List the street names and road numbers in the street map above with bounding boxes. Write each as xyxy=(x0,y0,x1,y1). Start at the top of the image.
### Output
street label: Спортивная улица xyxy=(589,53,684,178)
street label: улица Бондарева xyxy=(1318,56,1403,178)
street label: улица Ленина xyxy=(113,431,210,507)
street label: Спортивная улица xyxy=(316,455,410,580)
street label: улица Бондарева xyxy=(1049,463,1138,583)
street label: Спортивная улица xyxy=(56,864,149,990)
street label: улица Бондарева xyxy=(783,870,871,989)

----------

■ How to complete this task:
Line by line, retype all the entries exactly as they are shown.

■ Task result:
List the street names and road numbers in the street map above with bounding boxes. Write each as xyxy=(x0,y0,x1,y1). Start at the top of the image.
### Output
street label: Спортивная улица xyxy=(589,53,684,178)
street label: улица Бондарева xyxy=(1318,56,1403,178)
street label: улица Ленина xyxy=(113,431,210,507)
street label: Спортивная улица xyxy=(316,455,410,580)
street label: улица Бондарева xyxy=(1049,463,1138,583)
street label: Спортивная улица xyxy=(56,864,149,990)
street label: улица Бондарева xyxy=(783,870,871,989)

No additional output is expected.